"Va-t-on créer des camps d'internement ?" : les députés divisés sur l'isolement des cas Covid

"Va-t-on créer des camps d'internement ?" : les députés divisés sur l'isolement des cas Covid

MESURES SANITAIRES - Le sujet de l'isolement contraint des cas Covid divise sur les parlementaires. Un sénateur LR a même exprimé son indignation en évoquant "des camps d’internement." Une proposition de loi a été déposée. Voici ce qu'elle contient.

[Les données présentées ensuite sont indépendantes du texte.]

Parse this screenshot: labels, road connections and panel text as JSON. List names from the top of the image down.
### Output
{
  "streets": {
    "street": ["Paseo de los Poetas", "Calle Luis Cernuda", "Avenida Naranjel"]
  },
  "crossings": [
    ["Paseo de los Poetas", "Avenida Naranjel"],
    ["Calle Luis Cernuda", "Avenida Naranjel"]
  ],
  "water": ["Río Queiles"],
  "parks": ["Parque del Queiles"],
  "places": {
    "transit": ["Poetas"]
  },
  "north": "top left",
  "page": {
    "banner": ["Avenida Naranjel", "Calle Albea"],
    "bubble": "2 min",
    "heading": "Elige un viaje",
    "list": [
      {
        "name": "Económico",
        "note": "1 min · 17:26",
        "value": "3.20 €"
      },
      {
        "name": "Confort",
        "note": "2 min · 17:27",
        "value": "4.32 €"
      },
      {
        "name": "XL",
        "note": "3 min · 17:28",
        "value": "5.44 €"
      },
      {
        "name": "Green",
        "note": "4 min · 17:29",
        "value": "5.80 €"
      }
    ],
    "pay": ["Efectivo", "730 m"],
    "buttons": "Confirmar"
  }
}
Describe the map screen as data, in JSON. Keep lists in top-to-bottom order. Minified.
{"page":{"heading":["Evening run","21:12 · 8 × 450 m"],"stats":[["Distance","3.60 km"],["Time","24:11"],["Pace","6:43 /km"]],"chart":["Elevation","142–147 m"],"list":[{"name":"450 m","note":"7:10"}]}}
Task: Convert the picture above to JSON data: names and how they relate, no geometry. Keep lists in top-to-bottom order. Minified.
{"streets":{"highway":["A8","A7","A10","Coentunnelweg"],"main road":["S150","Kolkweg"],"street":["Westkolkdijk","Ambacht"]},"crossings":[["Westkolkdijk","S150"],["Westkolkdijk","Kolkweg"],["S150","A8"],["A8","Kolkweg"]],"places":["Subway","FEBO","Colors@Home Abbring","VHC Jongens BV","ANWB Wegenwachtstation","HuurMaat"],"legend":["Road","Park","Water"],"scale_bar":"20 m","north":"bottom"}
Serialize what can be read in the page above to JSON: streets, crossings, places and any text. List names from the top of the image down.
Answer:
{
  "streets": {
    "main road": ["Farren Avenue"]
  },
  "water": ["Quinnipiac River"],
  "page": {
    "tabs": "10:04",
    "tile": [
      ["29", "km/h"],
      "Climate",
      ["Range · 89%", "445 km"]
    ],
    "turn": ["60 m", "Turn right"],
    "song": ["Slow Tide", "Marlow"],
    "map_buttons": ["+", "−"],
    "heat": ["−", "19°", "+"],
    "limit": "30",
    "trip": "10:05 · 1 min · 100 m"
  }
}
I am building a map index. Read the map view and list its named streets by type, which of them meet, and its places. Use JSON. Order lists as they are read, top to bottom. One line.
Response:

Les députés pourront-ils trouver un consensus sur des mesures d'isolement coercitives pour les cas positifs au Covid-19 ? La question se pose sérieusement, après l'appel d'Emmanuel Macron à un débat parlementaire, mardi soir. 

Ce sujet, qui questionne directement les libertés fondamentales, est déjà un casse-tête au sein même de l'exécutif. Forcé de constater que l'isolement des personnes positives est loin d'être optimal en France, ce dernier envisage plusieurs pistes, dont celle consistant à rendre la mesure plus coercitive qu'elle ne l'était. 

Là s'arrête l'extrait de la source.